Bill to share medical and criminal records might lose exemption

Freedom’s just another word for “sharing information.” Take Delegate Rob Bell’s House Bill 903, a bill that would allow members of college threat assessment teams to discuss medical and criminal records of potential threats, as well as exempt records produced by those teams from the Freedom of Information Act (FOIA).
 

Public access to threat assessment team records could have “a chilling effect,” said Delegate Rob Bell.
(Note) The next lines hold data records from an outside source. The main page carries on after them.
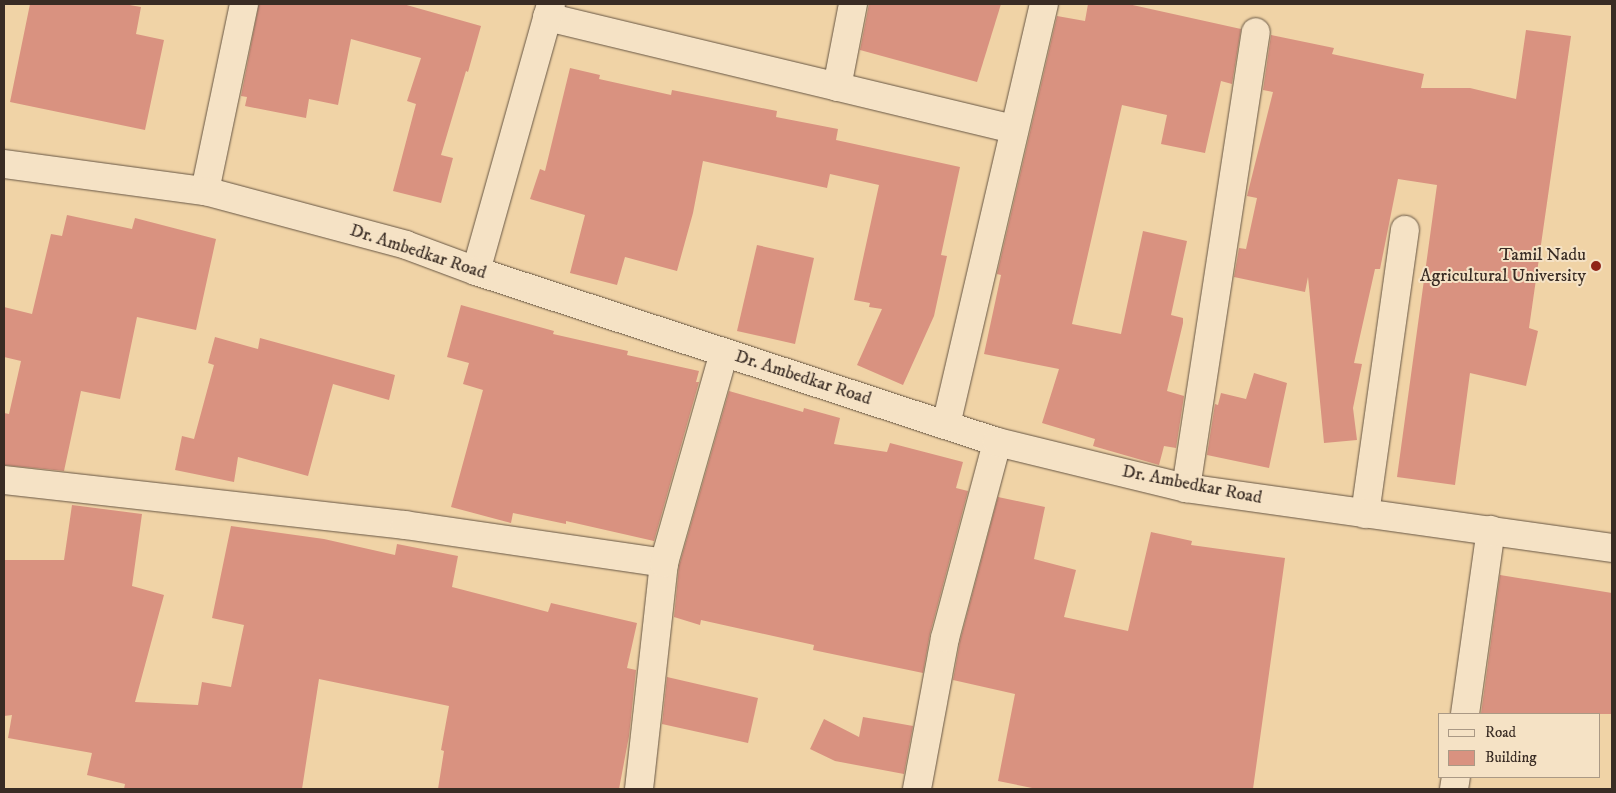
<!DOCTYPE html>
<html>
<head>
<meta charset="utf-8">
<style>
  body { margin:0 }
  #map { position:relative; width:1616px; height:793px; overflow:hidden; background:#f0d3a6; font-family:"IM FELL DW Pica",serif }
  div>[style] { position:absolute }
  .building>* { inset:0; background:#d99280 }
  .roads { filter:drop-shadow(0 0 1px #675644) drop-shadow(0 0 1px #675644) }
  .minor>* { height:28px; margin:-14px; padding:0 14px; transform-origin:14px; border-radius:14px; background:#f5e2c5 }
  .tertiary>* { height:28px; margin:-14px; padding:0 14px; transform-origin:14px; border-radius:14px; background:#f5e2c5 }
  .dots>* { width:14px; height:14px; translate:-50% -50%; box-sizing:border-box; border:2px solid #f5e2c5; border-radius:50% }
  span { translate:-50% -50%; white-space:nowrap; text-align:center; line-height:1.15; -webkit-text-stroke:4px #f5e2c5; paint-order:stroke }
  .street-label { font-size:18px; color:#392c24 }
  .poi-label { font-size:18px; color:#392c24 }
  .right { translate:-100% -50%; text-align:right }
  .frame { position:absolute; inset:0; border:5px solid #392c24; pointer-events:none }
  .legend { position:absolute; left:1438px; top:713px; width:162px; height:65px; box-sizing:border-box; background:#f5e2c5; border:1px solid #aa9985; margin:0; padding:6px 9px; list-style:none; font-size:15px; color:#392c24 }
  .legend li { display:flex; align-items:center; gap:10px; height:25px }
  .legend b { width:25px; border:1px solid #aa9985 }
</style>
</head>
<body>
<div id="map">
  <div class="building">
    <i style="clip-path:polygon(30px 4px,124px 4px,141px 7px,136px 34px,164px 40px,145px 130px,10px 102px)"></i>
    <i style="clip-path:polygon(259px 4px,403px 4px,481px 26px,468px 72px,466px 71px,441px 155px,453px 158px,441px 203px,393px 191px,416px 104px,407px 101px,421px 58px,351px 39px,338px 105px,309px 99px,306px 118px,245px 106px,247px 97px,241px 96px)"></i>
    <i style="clip-path:polygon(869px 4px,1001px 4px,977px 82px,860px 50px)"></i>
    <i style="clip-path:polygon(1088px 4px,1128px 4px,1241px 29px,1232px 84px,1221px 81px,1205px 153px,1161px 144px,1167px 115px,1122px 105px,1072px 324px,1121px 334px,1143px 231px,1187px 241px,1171px 315px,1183px 318px,1183px 323px,1167px 391px,1184px 396px,1176px 448px,1164px 446px,1159px 465px,1093px 446px,1095px 439px,1042px 423px,1059px 369px,984px 354px,1001px 275px,997px 274px,1057px 16px,1085px 21px)"></i>
    <i style="clip-path:polygon(1526px 30px,1571px 36px,1529px 328px,1538px 331px,1526px 386px,1470px 373px,1455px 485px,1397px 477px,1437px 185px,1398px 179px,1380px 269px,1375px 269px,1354px 363px,1362px 364px,1353px 408px,1357px 440px,1324px 443px,1308px 277px,1305px 292px,1234px 277px,1239px 248px,1246px 249px,1257px 198px,1247px 196px,1273px 92px,1263px 90px,1271px 35px,1334px 48px,1332px 54px,1424px 74px,1421px 88px,1470px 88px,1516px 99px)"></i>
    <i style="clip-path:polygon(570px 68px,600px 75px,599px 79px,671px 95px,672px 90px,777px 111px,776px 117px,838px 129px,836px 140px,960px 167px,941px 255px,947px 256px,934px 316px,903px 385px,857px 365px,882px 309px,869px 307px,870px 303px,854px 300px,879px 185px,830px 174px,827px 188px,703px 161px,693px 213px,677px 271px,625px 257px,617px 285px,570px 273px,585px 215px,530px 199px,540px 169px,545px 171px)"></i>
    <i style="clip-path:polygon(67px 215px,132px 229px,135px 218px,216px 239px,196px 330px,137px 317px,120px 399px,81px 391px,64px 471px,4px 465px,4px 413px,9px 414px,21px 361px,4px 357px,4px 307px,32px 314px,51px 234px,62px 236px)"></i>
    <i style="clip-path:polygon(757px 245px,814px 258px,795px 344px,737px 331px)"></i>
    <i style="clip-path:polygon(461px 305px,554px 331px,553px 334px,628px 351px,627px 355px,699px 371px,696px 382px,699px 382px,654px 541px,566px 521px,566px 524px,513px 513px,511px 523px,451px 507px,483px 390px,463px 384px,469px 363px,447px 357px)"></i>
    <i style="clip-path:polygon(215px 337px,258px 349px,260px 338px,395px 375px,389px 400px,333px 384px,308px 476px,238px 457px,234px 482px,175px 470px,182px 436px,194px 439px,214px 365px,208px 363px)"></i>
    <i style="clip-path:polygon(1254px 373px,1287px 383px,1269px 468px,1207px 455px,1215px 404px,1218px 405px,1221px 393px,1246px 399px)"></i>
    <i style="clip-path:polygon(729px 391px,803px 412px,804px 408px,840px 418px,834px 444px,887px 452px,890px 443px,963px 462px,956px 488px,968px 491px,930px 634px,923px 673px,813px 650px,814px 645px,701px 620px,700px 625px,674px 617px,679px 566px)"></i>
    <i style="clip-path:polygon(998px 497px,1045px 507px,1034px 559px,1076px 570px,1064px 617px,1128px 631px,1151px 532px,1192px 541px,1191px 545px,1285px 558px,1253px 789px,1037px 789px,998px 781px,1015px 694px,953px 680px,960px 641px)"></i>
    <i style="clip-path:polygon(72px 505px,142px 514px,132px 586px,164px 595px,135px 702px,198px 705px,202px 682px,231px 687px,244px 625px,212px 618px,231px 526px,324px 539px,395px 555px,397px 544px,458px 556px,452px 587px,548px 612px,551px 603px,637px 623px,627px 668px,636px 670px,629px 736px,619px 789px,438px 789px,444px 751px,441px 750px,449px 706px,319px 679px,302px 789px,124px 789px,125px 784px,87px 775px,92px 753px,8px 738px,12px 715px,4px 716px,4px 560px,64px 560px)"></i>
    <i style="clip-path:polygon(1500px 575px,1612px 593px,1612px 714px,1481px 714px)"></i>
    <i style="clip-path:polygon(667px 677px,758px 698px,748px 743px,662px 724px)"></i>
    <i style="clip-path:polygon(863px 717px,913px 726px,904px 774px,835px 761px,810px 749px,824px 719px,859px 737px)"></i>
  </div>
  <div class="roads">
    <div class="minor">
      <i style="left:547px;top:17px;width:480px;rotate:13.5deg"></i>
      <i style="left:837px;top:87px;width:85px;rotate:-79.1deg"></i>
      <i style="left:205px;top:191px;width:191px;rotate:-78.2deg"></i>
      <i style="left:476px;top:271px;width:277px;rotate:-74.3deg"></i>
      <i style="left:946px;top:425px;width:432px;rotate:-76.9deg"></i>
      <i style="left:4px;top:480px;width:404px;rotate:6.4deg"></i>
      <i style="left:405px;top:525px;width:262px;rotate:8.3deg"></i>
      <i style="left:1186px;top:488px;width:461px;rotate:-81.3deg"></i>
      <i style="left:1365px;top:514px;width:287px;rotate:-82deg"></i>
      <i style="left:1465px;top:714px;width:186px;rotate:-82deg"></i>
      <i style="left:639px;top:789px;width:227px;rotate:-83.7deg"></i>
      <i style="left:664px;top:563px;width:218px;rotate:-74.1deg"></i>
      <i style="left:917px;top:789px;width:154px;rotate:-79.5deg"></i>
      <i style="left:945px;top:638px;width:203px;rotate:-75.1deg"></i>
      <i style="left:1454px;top:789px;width:12px;rotate:-81deg"></i>
    </div>
    <div class="tertiary">
      <i style="left:4px;top:164px;width:203px;rotate:7.7deg"></i>
      <i style="left:205px;top:191px;width:208px;rotate:15deg"></i>
      <i style="left:406px;top:245px;width:75px;rotate:20.4deg"></i>
      <i style="left:476px;top:271px;width:548px;rotate:18.17deg"></i>
      <i style="left:997px;top:442px;width:195px;rotate:13.7deg"></i>
      <i style="left:1186px;top:488px;width:430px;rotate:8deg"></i>
    </div>
  </div>
  <div class="dots">
    <i style="left:1596px;top:266px;background:#8f2418"></i>
  </div>
  <div class="street-label">
    <span style="left:418px;top:252px;rotate:18deg">Dr. Ambedkar Road</span>
    <span style="left:803px;top:378px;rotate:18deg">Dr. Ambedkar Road</span>
    <span style="left:1192px;top:485px;rotate:11deg">Dr. Ambedkar Road</span>
  </div>
  <div class="poi-label">
    <span class="right" style="left:1586px;top:266px">Tamil Nadu<br>Agricultural University</span>
  </div>
  <div class="frame"></div>
  <ul class="legend">
  <li><b style="height:6px;background:#f5e2c5"></b>Road</li>
  <li><b style="height:14px;background:#d99280"></b>Building</li>
  </ul>
</div>
</body>
</html>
“Threat assessment teams cannot function if their members cannot share information with team members because of confidentiality restrictions,” said Dr. Dewey Cornell, director of the University of Virginia’s Youth Violence Project, via e-mail. “This bill facilitates team functioning. There is no real downside that I see.”
 
Not to sharing among threat team members, that is. Last week, an identical bill proposed by Virginia Senator John Edwards was amended to remove the FOIA exemption, which may lead to an identical amendment for Bell’s threat assessment bill.
 
“The [Virginia] Press Association offered a more modest version to try and compromise, to come up with a FOIA exemption everybody could live with,” says Bell. “They finally decided to kick it to the FOIA [Advisory] Council, which is a year-round study group.”
 
The portion of Senate Bill 207 that addresses sharing medical and criminal records “will continue on,” according to Ginger Stanley, executive director of the Virginia Press Association. 
 
“The Press Association didn’t have an issue with that,” says Stanley. “Our issue was in the fact that we wanted to be able to have a look back on how these teams react.”
 
Bell said that there is no decision at present about amending the House’s threat assessment bill. The three options, he explained, are “whether to proceed with the bill only containing the information-sharing provision, whether we kick the whole bill over a year until the FOIA stuff comes back, or whether we try to use these next couple of weeks to actually bang out a compromise here.” If the bill passes without the FOIA exemption, summaries produced by threat assessment teams will be accessible to the public.
 
“I do know that there was concern that, if the records are fully FOIA-able, it will have a chilling effect on the sharing of that information and also on people coming forward,” said Bell.
 
Dr. Cornell, whose publications include School Violence: Fears Versus Facts and a manual titled Guidelines for Responding to Student Threats of Violence, said via e-mail that while external oversight “is always important for any government function,” oversight doesn’t necessarily mean unfettered access.
 
“No one would want the Freedom of Information Act to be used to review their mental health records or employment record, and the same is true for threat assessment,” wrote Cornell. “This is important to protect the public.”
 
Bell concurred. “The question was always ‘How do we come up with a balance that makes sense?’” said Bell, who did not rule out the possibility of amending the bill while the General Assembly was still in session.
 

“We’ve got a full 30 days,” said Bell. “The House took a shot at it, the Senate took a shot at it. We’ll know more in a week or two.”